_EXERCISE REQUIREMENTS_: I'd like an exact copy of every line from the start of the entries below through the line containing "display:grid; place-items:center; width:90px;", please.

(Collected data)
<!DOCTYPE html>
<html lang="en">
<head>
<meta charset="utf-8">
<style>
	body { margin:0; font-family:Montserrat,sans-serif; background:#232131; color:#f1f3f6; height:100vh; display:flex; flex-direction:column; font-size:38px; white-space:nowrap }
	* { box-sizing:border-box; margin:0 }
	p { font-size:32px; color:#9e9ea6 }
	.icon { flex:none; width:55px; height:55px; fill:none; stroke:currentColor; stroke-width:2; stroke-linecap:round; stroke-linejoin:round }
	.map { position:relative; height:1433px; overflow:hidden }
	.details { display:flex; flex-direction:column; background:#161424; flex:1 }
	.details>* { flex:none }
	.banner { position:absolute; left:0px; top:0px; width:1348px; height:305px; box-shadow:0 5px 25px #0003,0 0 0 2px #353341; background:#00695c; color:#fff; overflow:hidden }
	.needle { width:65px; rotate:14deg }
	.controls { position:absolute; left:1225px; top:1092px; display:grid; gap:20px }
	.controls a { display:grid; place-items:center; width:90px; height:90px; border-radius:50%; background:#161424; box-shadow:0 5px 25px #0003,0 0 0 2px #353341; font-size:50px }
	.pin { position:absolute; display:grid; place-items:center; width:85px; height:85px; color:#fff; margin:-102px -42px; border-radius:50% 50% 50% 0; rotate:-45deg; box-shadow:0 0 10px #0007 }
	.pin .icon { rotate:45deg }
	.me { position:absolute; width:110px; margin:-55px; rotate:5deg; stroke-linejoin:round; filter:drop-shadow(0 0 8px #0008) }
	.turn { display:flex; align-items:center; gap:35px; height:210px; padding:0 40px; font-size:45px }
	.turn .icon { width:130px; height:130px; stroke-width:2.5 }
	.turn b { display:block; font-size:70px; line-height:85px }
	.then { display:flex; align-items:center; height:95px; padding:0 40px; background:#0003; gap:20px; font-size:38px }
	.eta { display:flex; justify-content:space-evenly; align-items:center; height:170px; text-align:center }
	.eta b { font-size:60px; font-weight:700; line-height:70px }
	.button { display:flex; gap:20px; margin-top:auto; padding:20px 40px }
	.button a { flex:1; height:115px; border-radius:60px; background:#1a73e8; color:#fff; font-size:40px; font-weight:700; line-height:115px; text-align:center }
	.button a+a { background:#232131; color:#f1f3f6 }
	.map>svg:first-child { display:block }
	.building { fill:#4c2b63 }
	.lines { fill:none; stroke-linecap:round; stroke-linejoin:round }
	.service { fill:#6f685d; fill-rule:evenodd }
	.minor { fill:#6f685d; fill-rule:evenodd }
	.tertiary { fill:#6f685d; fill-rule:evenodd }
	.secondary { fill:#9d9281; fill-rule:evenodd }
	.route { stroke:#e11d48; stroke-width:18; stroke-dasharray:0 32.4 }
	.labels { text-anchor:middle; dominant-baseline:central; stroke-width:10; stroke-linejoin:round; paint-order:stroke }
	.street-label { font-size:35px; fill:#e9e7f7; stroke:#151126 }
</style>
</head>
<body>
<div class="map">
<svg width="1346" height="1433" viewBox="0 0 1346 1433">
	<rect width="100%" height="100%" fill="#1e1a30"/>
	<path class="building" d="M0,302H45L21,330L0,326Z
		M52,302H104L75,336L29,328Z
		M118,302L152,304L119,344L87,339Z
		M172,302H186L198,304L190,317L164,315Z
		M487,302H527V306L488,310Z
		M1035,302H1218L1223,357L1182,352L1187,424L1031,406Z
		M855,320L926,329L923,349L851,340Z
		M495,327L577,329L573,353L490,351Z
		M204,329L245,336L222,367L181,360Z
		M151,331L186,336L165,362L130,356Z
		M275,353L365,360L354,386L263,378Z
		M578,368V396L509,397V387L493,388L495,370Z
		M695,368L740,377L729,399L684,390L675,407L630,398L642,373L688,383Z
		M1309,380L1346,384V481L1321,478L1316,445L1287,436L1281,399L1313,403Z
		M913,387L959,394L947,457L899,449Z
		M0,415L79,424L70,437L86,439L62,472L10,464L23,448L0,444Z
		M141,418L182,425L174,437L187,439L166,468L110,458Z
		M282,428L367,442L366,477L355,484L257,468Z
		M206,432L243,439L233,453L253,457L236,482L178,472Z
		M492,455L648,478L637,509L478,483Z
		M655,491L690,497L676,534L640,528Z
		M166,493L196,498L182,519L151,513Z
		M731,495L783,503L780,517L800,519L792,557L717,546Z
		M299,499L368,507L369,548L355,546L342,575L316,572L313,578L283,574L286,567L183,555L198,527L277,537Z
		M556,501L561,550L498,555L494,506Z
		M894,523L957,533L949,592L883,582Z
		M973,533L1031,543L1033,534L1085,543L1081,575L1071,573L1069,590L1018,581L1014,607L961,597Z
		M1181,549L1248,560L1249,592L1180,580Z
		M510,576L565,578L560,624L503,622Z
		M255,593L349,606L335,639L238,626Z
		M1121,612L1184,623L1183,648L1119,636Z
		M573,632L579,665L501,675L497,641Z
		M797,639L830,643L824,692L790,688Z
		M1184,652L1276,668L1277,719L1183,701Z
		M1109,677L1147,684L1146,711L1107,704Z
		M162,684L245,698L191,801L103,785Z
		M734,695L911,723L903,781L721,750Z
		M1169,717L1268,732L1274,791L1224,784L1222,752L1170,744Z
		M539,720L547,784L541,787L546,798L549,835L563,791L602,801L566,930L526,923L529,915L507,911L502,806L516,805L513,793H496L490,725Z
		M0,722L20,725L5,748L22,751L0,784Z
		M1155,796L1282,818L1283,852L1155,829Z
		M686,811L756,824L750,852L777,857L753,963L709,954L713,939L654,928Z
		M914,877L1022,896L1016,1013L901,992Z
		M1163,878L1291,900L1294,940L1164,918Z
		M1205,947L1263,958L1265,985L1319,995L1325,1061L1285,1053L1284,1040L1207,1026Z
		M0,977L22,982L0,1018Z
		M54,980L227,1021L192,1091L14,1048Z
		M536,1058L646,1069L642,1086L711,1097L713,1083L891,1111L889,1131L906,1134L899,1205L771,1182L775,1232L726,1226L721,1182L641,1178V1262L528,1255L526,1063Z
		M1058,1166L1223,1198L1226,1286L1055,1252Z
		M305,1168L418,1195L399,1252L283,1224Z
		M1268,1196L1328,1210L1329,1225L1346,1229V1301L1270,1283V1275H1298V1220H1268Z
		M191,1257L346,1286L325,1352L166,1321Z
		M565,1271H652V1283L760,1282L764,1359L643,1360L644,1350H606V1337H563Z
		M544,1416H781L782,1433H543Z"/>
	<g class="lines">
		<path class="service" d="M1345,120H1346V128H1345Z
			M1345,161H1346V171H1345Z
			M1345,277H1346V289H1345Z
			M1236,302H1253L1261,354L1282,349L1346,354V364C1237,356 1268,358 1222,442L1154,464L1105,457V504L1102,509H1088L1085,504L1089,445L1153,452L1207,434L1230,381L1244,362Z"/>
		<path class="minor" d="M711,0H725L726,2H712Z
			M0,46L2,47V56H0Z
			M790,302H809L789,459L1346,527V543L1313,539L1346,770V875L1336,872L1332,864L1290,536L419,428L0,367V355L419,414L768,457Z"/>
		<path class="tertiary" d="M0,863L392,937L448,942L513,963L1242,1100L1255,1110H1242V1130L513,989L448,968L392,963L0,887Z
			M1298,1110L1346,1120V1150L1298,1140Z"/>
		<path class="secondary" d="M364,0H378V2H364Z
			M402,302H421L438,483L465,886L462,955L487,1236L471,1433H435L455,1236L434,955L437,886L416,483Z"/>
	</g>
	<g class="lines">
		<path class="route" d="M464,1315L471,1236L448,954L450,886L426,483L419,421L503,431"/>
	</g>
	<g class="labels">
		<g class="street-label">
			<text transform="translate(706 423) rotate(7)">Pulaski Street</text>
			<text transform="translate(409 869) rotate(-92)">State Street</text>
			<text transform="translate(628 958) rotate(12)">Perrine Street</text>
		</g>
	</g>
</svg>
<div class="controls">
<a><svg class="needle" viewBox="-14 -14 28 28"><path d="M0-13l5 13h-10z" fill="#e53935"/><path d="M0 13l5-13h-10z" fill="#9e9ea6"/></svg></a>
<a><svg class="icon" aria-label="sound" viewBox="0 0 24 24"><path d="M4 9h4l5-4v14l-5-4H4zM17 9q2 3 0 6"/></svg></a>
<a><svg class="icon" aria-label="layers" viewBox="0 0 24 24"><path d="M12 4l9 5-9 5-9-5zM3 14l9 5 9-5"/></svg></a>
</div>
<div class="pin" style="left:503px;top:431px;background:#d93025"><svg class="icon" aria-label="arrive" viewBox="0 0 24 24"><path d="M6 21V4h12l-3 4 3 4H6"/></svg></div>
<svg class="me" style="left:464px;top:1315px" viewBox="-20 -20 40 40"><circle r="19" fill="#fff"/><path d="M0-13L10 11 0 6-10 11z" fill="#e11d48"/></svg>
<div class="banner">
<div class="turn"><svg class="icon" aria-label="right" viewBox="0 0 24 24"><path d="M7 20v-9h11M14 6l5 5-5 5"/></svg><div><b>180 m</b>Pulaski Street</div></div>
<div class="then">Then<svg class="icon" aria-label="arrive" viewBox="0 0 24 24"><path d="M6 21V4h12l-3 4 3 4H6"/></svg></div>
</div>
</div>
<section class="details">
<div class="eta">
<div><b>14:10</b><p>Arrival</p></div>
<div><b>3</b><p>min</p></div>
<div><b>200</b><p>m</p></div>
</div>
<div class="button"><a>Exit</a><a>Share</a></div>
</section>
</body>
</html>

_EXERCISE SOLUTION_:
<!DOCTYPE html>
<html lang="en">
<head>
<meta charset="utf-8">
<style>
	body { margin:0; font-family:Montserrat,sans-serif; background:#232131; color:#f1f3f6; height:100vh; display:flex; flex-direction:column; font-size:38px; white-space:nowrap }
	* { box-sizing:border-box; margin:0 }
	p { font-size:32px; color:#9e9ea6 }
	.icon { flex:none; width:55px; height:55px; fill:none; stroke:currentColor; stroke-width:2; stroke-linecap:round; stroke-linejoin:round }
	.map { position:relative; height:1433px; overflow:hidden }
	.details { display:flex; flex-direction:column; background:#161424; flex:1 }
	.details>* { flex:none }
	.banner { position:absolute; left:0px; top:0px; width:1348px; height:305px; box-shadow:0 5px 25px #0003,0 0 0 2px #353341; background:#00695c; color:#fff; overflow:hidden }
	.needle { width:65px; rotate:14deg }
	.controls { position:absolute; left:1225px; top:1092px; display:grid; gap:20px }
	.controls a { display:grid; place-items:center; width:90px; height:90px; border-radius:50%; background:#161424; box-shadow:0 5px 25px #0003,0 0 0 2px #353341; font-size:50px }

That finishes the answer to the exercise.